**TASK PROMPT:** Every line below is to be given again precisely; images are to be left out.

-- -- --

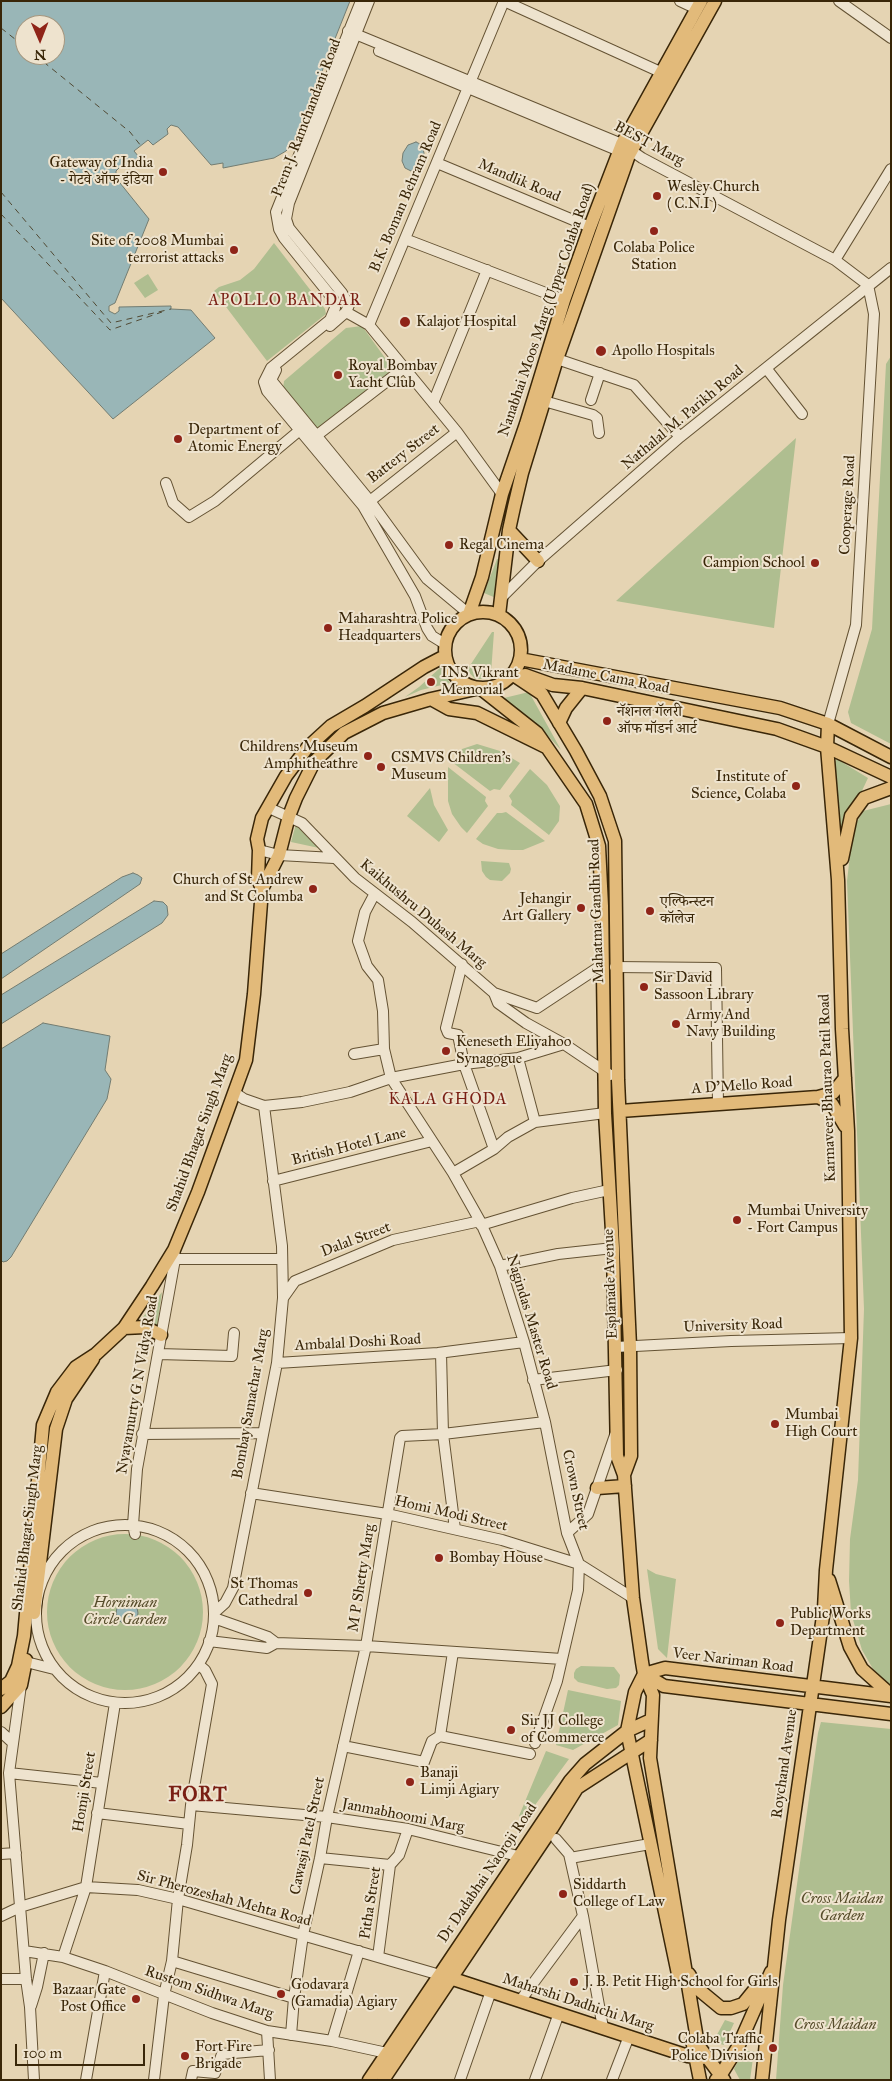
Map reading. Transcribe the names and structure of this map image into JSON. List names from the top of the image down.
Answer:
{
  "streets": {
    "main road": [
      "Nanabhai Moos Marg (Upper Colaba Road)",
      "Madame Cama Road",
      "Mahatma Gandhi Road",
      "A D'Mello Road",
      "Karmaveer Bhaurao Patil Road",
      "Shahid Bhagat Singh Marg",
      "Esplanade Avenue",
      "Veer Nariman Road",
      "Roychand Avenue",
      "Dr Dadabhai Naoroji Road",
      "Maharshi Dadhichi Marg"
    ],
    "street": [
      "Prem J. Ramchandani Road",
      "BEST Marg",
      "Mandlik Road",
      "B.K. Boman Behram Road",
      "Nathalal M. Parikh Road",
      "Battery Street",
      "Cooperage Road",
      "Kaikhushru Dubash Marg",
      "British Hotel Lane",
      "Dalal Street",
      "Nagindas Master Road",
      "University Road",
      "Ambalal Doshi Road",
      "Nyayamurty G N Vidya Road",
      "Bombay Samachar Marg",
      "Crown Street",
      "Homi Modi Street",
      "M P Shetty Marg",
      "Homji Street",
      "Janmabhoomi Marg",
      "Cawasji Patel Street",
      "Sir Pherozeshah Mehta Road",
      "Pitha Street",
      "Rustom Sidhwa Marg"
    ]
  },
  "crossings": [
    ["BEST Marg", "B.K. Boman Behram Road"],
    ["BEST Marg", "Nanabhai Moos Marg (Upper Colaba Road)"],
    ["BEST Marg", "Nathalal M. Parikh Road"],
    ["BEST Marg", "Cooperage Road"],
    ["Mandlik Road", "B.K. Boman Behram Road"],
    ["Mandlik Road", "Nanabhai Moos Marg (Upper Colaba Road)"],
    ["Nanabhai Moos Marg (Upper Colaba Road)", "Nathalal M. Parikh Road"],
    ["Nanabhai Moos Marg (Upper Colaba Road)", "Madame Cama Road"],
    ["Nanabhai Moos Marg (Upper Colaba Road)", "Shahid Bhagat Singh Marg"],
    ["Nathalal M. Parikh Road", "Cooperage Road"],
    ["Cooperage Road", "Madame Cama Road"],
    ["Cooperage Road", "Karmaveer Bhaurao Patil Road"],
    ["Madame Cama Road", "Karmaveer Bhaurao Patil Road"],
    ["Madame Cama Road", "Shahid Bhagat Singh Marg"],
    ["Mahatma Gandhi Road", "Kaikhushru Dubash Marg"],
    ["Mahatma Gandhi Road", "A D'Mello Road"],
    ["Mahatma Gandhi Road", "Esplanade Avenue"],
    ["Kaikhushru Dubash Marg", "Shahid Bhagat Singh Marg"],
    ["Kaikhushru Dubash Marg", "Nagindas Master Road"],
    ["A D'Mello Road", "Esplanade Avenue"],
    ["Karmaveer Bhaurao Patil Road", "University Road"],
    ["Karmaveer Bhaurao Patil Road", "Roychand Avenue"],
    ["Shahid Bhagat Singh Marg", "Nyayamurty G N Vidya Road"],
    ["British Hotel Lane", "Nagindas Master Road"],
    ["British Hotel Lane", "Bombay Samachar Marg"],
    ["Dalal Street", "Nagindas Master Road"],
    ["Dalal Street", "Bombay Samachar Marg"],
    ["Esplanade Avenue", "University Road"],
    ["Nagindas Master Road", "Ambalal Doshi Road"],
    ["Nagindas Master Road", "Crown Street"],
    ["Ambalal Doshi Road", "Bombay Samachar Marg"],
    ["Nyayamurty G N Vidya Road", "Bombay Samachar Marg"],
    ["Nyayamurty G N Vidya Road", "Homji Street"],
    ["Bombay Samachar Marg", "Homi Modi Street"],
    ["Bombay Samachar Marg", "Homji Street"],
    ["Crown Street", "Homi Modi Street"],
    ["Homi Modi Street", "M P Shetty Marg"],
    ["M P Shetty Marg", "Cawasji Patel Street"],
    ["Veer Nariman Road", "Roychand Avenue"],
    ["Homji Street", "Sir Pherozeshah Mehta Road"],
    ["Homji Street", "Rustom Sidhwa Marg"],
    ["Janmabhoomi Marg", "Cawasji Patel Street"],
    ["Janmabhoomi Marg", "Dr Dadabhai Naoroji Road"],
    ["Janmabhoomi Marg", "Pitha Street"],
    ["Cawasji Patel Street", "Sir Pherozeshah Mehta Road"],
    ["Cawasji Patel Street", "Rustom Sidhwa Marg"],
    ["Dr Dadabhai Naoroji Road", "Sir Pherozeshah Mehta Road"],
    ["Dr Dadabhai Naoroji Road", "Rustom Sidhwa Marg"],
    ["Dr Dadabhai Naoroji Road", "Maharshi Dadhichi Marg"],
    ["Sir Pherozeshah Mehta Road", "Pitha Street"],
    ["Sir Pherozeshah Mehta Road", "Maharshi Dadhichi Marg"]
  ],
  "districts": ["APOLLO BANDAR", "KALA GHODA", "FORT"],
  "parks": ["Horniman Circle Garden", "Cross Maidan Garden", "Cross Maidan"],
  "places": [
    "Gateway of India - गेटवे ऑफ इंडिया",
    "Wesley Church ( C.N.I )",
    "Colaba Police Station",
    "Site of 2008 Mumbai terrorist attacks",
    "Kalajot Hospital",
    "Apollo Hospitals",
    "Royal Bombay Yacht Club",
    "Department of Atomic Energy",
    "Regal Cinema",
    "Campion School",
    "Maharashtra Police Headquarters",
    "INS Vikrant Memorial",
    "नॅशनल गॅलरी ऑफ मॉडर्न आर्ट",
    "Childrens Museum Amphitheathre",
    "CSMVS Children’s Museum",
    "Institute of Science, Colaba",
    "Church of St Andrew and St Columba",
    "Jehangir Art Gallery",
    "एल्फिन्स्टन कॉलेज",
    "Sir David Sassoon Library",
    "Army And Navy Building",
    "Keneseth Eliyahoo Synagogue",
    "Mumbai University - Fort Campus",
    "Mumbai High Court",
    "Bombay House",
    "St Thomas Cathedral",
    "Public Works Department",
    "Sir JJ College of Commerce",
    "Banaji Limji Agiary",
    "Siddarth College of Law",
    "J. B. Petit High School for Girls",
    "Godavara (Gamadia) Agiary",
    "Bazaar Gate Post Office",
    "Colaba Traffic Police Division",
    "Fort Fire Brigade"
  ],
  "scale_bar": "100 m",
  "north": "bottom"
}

-- -- --

**WRITTEN REPLY:**
Map reading. Transcribe the names and structure of this map image into JSON. List names from the top of the image down.
Answer:
{
  "streets": {
    "main road": [
      "Nanabhai Moos Marg (Upper Colaba Road)",
      "Madame Cama Road",
      "Mahatma Gandhi Road",
      "A D'Mello Road",
      "Karmaveer Bhaurao Patil Road",
      "Shahid Bhagat Singh Marg",
      "Esplanade Avenue",
      "Veer Nariman Road",
      "Roychand Avenue",
      "Dr Dadabhai Naoroji Road",
      "Maharshi Dadhichi Marg"
    ],
    "street": [
      "Prem J. Ramchandani Road",
      "BEST Marg",
      "Mandlik Road",
      "B.K. Boman Behram Road",
      "Nathalal M. Parikh Road",
      "Battery Street",
      "Cooperage Road",
      "Kaikhushru Dubash Marg",
      "British Hotel Lane",
      "Dalal Street",
      "Nagindas Master Road",
      "University Road",
      "Ambalal Doshi Road",
      "Nyayamurty G N Vidya Road",
      "Bombay Samachar Marg",
      "Crown Street",
      "Homi Modi Street",
      "M P Shetty Marg",
      "Homji Street",
      "Janmabhoomi Marg",
      "Cawasji Patel Street",
      "Sir Pherozeshah Mehta Road",
      "Pitha Street",
      "Rustom Sidhwa Marg"
    ]
  },
  "crossings": [
    ["BEST Marg", "B.K. Boman Behram Road"],
    ["BEST Marg", "Nanabhai Moos Marg (Upper Colaba Road)"],
    ["BEST Marg", "Nathalal M. Parikh Road"],
    ["BEST Marg", "Cooperage Road"],
    ["Mandlik Road", "B.K. Boman Behram Road"],
    ["Mandlik Road", "Nanabhai Moos Marg (Upper Colaba Road)"],
    ["Nanabhai Moos Marg (Upper Colaba Road)", "Nathalal M. Parikh Road"],
    ["Nanabhai Moos Marg (Upper Colaba Road)", "Madame Cama Road"],
    ["Nanabhai Moos Marg (Upper Colaba Road)", "Shahid Bhagat Singh Marg"],
    ["Nathalal M. Parikh Road", "Cooperage Road"],
    ["Cooperage Road", "Madame Cama Road"],
    ["Cooperage Road", "Karmaveer Bhaurao Patil Road"],
    ["Madame Cama Road", "Karmaveer Bhaurao Patil Road"],
    ["Madame Cama Road", "Shahid Bhagat Singh Marg"],
    ["Mahatma Gandhi Road", "Kaikhushru Dubash Marg"],
    ["Mahatma Gandhi Road", "A D'Mello Road"],
    ["Mahatma Gandhi Road", "Esplanade Avenue"],
    ["Kaikhushru Dubash Marg", "Shahid Bhagat Singh Marg"],
    ["Kaikhushru Dubash Marg", "Nagindas Master Road"],
    ["A D'Mello Road", "Esplanade Avenue"],
    ["Karmaveer Bhaurao Patil Road", "University Road"],
    ["Karmaveer Bhaurao Patil Road", "Roychand Avenue"],
    ["Shahid Bhagat Singh Marg", "Nyayamurty G N Vidya Road"],
    ["British Hotel Lane", "Nagindas Master Road"],
    ["British Hotel Lane", "Bombay Samachar Marg"],
    ["Dalal Street", "Nagindas Master Road"],
    ["Dalal Street", "Bombay Samachar Marg"],
    ["Esplanade Avenue", "University Road"],
    ["Nagindas Master Road", "Ambalal Doshi Road"],
    ["Nagindas Master Road", "Crown Street"],
    ["Ambalal Doshi Road", "Bombay Samachar Marg"],
    ["Nyayamurty G N Vidya Road", "Bombay Samachar Marg"],
    ["Nyayamurty G N Vidya Road", "Homji Street"],
    ["Bombay Samachar Marg", "Homi Modi Street"],
    ["Bombay Samachar Marg", "Homji Street"],
    ["Crown Street", "Homi Modi Street"],
    ["Homi Modi Street", "M P Shetty Marg"],
    ["M P Shetty Marg", "Cawasji Patel Street"],
    ["Veer Nariman Road", "Roychand Avenue"],
    ["Homji Street", "Sir Pherozeshah Mehta Road"],
    ["Homji Street", "Rustom Sidhwa Marg"],
    ["Janmabhoomi Marg", "Cawasji Patel Street"],
    ["Janmabhoomi Marg", "Dr Dadabhai Naoroji Road"],
    ["Janmabhoomi Marg", "Pitha Street"],
    ["Cawasji Patel Street", "Sir Pherozeshah Mehta Road"],
    ["Cawasji Patel Street", "Rustom Sidhwa Marg"],
    ["Dr Dadabhai Naoroji Road", "Sir Pherozeshah Mehta Road"],
    ["Dr Dadabhai Naoroji Road", "Rustom Sidhwa Marg"],
    ["Dr Dadabhai Naoroji Road", "Maharshi Dadhichi Marg"],
    ["Sir Pherozeshah Mehta Road", "Pitha Street"],
    ["Sir Pherozeshah Mehta Road", "Maharshi Dadhichi Marg"]
  ],
  "districts": ["APOLLO BANDAR", "KALA GHODA", "FORT"],
  "parks": ["Horniman Circle Garden", "Cross Maidan Garden", "Cross Maidan"],
  "places": [
    "Gateway of India - गेटवे ऑफ इंडिया",
    "Wesley Church ( C.N.I )",
    "Colaba Police Station",
    "Site of 2008 Mumbai terrorist attacks",
    "Kalajot Hospital",
    "Apollo Hospitals",
    "Royal Bombay Yacht Club",
    "Department of Atomic Energy",
    "Regal Cinema",
    "Campion School",
    "Maharashtra Police Headquarters",
    "INS Vikrant Memorial",
    "नॅशनल गॅलरी ऑफ मॉडर्न आर्ट",
    "Childrens Museum Amphitheathre",
    "CSMVS Children’s Museum",
    "Institute of Science, Colaba",
    "Church of St Andrew and St Columba",
    "Jehangir Art Gallery",
    "एल्फिन्स्टन कॉलेज",
    "Sir David Sassoon Library",
    "Army And Navy Building",
    "Keneseth Eliyahoo Synagogue",
    "Mumbai University - Fort Campus",
    "Mumbai High Court",
    "Bombay House",
    "St Thomas Cathedral",
    "Public Works Department",
    "Sir JJ College of Commerce",
    "Banaji Limji Agiary",
    "Siddarth College of Law",
    "J. B. Petit High School for Girls",
    "Godavara (Gamadia) Agiary",
    "Bazaar Gate Post Office",
    "Colaba Traffic Police Division",
    "Fort Fire Brigade"
  ],
  "scale_bar": "100 m",
  "north": "bottom"
}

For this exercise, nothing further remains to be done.